## What you are asked to do
Nothing should be output except the lines from the top of the material below through the line that contains "position:absolute; left:28px; top:28px;", each exactly as written.

+---+

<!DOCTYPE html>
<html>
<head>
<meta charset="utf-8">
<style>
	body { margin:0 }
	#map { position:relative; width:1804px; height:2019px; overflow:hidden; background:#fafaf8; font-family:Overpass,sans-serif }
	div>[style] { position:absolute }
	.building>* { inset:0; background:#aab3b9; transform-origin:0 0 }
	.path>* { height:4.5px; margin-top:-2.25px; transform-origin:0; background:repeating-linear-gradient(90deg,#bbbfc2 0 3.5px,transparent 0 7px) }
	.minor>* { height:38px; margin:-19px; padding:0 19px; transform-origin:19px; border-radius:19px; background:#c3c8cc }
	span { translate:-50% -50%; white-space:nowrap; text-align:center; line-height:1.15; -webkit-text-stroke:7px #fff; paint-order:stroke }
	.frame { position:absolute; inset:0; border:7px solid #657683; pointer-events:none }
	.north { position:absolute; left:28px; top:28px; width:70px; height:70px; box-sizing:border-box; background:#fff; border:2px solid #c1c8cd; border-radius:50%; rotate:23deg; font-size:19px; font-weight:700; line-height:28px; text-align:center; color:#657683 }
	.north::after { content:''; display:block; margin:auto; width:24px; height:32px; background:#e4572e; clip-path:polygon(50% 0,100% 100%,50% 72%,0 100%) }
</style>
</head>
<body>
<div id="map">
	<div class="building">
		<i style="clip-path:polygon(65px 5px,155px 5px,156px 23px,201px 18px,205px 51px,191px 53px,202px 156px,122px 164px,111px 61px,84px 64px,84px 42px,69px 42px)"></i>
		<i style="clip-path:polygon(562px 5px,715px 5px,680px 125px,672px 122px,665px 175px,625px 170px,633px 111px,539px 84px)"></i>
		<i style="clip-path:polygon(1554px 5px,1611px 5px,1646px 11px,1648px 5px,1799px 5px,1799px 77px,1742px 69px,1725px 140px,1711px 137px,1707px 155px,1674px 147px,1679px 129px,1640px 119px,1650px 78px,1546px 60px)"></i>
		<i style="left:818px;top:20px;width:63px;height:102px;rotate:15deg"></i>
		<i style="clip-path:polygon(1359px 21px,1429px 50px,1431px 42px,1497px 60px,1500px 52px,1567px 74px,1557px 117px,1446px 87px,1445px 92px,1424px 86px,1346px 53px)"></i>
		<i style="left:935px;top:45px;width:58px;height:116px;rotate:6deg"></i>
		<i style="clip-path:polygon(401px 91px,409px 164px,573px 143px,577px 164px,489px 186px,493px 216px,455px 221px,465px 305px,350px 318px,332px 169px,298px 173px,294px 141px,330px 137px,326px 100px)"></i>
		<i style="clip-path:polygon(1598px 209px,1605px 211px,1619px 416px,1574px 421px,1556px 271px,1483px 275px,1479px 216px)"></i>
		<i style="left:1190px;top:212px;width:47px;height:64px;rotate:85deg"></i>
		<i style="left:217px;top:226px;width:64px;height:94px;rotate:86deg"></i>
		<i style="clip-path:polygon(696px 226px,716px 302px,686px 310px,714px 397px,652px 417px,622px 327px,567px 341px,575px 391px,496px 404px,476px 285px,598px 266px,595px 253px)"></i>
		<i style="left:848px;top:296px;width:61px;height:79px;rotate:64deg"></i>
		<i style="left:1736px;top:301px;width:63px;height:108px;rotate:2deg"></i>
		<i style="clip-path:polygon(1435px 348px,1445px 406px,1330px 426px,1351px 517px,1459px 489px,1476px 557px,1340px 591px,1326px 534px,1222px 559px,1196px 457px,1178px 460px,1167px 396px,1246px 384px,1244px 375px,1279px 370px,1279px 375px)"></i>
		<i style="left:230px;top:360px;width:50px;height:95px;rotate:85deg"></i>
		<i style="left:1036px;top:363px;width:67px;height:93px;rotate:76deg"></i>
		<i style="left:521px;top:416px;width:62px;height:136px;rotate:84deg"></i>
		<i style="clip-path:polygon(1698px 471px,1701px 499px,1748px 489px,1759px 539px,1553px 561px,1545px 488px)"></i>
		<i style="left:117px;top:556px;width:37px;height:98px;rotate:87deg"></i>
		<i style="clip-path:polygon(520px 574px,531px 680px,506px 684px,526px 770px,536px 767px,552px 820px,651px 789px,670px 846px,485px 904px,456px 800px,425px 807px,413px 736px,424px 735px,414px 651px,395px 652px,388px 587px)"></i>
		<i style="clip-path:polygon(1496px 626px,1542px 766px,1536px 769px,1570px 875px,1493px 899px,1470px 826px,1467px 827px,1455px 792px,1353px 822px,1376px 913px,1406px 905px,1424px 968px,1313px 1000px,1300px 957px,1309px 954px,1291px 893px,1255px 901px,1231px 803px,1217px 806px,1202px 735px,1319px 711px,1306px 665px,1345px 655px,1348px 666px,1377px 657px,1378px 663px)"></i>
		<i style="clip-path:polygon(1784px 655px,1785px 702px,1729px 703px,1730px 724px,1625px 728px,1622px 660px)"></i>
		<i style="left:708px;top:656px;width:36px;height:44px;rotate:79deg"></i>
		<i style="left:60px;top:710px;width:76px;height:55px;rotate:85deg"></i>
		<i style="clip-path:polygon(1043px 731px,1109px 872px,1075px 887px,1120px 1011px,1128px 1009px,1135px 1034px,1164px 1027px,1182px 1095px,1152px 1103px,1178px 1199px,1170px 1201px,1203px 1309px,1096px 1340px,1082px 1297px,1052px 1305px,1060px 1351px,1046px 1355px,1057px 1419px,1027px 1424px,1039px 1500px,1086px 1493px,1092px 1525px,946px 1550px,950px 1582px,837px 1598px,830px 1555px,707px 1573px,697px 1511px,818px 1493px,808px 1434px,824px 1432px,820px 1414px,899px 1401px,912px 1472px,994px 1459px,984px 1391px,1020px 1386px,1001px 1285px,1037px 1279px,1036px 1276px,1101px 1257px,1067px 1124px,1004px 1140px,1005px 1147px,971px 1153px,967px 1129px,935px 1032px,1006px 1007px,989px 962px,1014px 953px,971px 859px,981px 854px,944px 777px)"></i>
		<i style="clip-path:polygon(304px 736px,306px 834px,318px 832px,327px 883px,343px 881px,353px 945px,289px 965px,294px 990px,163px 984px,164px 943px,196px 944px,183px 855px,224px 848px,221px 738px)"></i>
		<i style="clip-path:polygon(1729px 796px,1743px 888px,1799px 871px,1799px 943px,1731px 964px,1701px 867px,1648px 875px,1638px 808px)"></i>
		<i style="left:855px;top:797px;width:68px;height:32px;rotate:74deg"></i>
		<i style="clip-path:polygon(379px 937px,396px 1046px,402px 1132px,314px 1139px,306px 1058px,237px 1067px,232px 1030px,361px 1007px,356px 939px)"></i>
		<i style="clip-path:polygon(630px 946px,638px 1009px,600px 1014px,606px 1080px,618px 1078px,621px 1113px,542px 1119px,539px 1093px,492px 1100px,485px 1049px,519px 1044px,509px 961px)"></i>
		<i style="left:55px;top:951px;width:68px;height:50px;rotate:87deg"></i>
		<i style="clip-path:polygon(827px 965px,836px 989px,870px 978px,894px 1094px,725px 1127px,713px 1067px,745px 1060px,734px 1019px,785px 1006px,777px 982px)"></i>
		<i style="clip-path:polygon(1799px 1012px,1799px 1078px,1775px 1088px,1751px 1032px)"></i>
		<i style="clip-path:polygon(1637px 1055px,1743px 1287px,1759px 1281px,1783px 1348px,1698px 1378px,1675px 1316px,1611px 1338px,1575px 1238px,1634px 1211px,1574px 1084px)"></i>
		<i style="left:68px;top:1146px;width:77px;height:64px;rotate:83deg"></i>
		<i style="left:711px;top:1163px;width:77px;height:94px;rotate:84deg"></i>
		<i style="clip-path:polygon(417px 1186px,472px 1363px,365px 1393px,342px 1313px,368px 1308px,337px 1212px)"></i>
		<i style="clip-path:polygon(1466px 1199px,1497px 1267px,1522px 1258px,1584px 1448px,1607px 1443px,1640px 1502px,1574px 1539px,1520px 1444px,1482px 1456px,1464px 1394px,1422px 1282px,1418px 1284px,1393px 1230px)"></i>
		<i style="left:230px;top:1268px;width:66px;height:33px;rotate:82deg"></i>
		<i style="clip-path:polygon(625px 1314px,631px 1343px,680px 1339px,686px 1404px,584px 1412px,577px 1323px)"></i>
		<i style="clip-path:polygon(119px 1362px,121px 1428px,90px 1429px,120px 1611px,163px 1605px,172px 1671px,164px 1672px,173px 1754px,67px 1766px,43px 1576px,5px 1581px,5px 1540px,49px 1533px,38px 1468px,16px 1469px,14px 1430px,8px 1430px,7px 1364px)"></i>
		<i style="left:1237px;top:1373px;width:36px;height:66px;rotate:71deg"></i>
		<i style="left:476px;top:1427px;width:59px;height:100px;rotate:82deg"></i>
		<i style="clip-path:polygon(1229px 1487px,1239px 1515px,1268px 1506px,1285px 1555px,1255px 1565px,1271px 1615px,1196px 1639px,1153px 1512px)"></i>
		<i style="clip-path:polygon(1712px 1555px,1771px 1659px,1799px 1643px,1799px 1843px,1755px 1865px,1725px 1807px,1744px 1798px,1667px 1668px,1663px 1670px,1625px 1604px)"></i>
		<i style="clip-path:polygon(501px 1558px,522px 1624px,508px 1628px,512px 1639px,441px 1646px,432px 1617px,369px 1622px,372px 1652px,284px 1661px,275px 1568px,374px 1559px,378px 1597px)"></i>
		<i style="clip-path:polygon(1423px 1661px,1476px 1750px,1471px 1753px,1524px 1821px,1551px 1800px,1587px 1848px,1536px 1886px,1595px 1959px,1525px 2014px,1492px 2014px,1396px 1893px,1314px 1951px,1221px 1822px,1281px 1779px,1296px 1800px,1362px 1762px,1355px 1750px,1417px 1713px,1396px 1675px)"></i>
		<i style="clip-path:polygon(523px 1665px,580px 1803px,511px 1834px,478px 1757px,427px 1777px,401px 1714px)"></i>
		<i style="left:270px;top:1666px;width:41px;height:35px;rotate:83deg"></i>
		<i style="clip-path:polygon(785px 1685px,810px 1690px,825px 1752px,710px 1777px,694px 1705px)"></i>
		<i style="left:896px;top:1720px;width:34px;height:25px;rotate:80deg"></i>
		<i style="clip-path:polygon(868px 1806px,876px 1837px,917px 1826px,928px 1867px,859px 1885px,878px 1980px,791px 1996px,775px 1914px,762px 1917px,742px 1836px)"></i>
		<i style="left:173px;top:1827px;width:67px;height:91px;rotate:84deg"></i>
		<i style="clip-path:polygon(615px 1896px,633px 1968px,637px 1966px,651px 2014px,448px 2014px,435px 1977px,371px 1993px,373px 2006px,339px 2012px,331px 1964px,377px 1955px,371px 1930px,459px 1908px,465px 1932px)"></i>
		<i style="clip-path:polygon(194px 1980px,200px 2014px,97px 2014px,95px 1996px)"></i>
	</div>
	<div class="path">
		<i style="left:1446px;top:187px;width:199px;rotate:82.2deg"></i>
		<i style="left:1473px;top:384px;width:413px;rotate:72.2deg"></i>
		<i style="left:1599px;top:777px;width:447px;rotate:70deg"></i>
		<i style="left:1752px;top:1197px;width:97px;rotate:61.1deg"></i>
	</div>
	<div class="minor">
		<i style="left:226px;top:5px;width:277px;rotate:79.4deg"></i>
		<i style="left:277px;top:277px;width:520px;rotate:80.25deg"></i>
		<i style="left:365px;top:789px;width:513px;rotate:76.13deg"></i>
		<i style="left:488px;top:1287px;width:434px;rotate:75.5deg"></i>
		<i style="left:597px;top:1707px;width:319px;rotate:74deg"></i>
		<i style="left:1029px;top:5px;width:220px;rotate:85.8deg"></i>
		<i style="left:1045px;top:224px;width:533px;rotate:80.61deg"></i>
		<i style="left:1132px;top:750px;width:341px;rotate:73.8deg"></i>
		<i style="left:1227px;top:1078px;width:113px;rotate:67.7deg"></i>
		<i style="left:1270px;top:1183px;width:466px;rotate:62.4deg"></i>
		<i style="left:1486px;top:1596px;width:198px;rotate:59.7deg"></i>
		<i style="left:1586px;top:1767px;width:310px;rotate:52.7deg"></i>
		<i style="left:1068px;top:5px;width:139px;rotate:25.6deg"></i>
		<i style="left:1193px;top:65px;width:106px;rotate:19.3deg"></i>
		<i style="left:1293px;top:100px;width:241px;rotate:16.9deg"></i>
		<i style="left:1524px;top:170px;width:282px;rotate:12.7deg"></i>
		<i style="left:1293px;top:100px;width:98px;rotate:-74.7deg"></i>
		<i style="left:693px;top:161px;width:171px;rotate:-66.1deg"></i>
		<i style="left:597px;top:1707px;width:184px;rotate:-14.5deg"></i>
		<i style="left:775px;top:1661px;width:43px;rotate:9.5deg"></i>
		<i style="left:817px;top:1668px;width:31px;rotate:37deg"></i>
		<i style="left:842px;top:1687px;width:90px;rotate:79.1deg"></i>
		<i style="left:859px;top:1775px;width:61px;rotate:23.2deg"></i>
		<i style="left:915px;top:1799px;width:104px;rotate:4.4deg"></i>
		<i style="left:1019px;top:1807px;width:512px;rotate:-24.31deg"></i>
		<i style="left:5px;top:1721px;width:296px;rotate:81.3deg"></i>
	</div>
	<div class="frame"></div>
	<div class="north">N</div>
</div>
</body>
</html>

+---+

## Answer area
<!DOCTYPE html>
<html>
<head>
<meta charset="utf-8">
<style>
	body { margin:0 }
	#map { position:relative; width:1804px; height:2019px; overflow:hidden; background:#fafaf8; font-family:Overpass,sans-serif }
	div>[style] { position:absolute }
	.building>* { inset:0; background:#aab3b9; transform-origin:0 0 }
	.path>* { height:4.5px; margin-top:-2.25px; transform-origin:0; background:repeating-linear-gradient(90deg,#bbbfc2 0 3.5px,transparent 0 7px) }
	.minor>* { height:38px; margin:-19px; padding:0 19px; transform-origin:19px; border-radius:19px; background:#c3c8cc }
	span { translate:-50% -50%; white-space:nowrap; text-align:center; line-height:1.15; -webkit-text-stroke:7px #fff; paint-order:stroke }
	.frame { position:absolute; inset:0; border:7px solid #657683; pointer-events:none }
	.north { position:absolute; left:28px; top:28px; width:70px; height:70px; box-sizing:border-box; background:#fff; border:2px solid #c1c8cd; border-radius:50%; rotate:23deg; font-size:19px; font-weight:700; line-height:28px; text-align:center; color:#657683 }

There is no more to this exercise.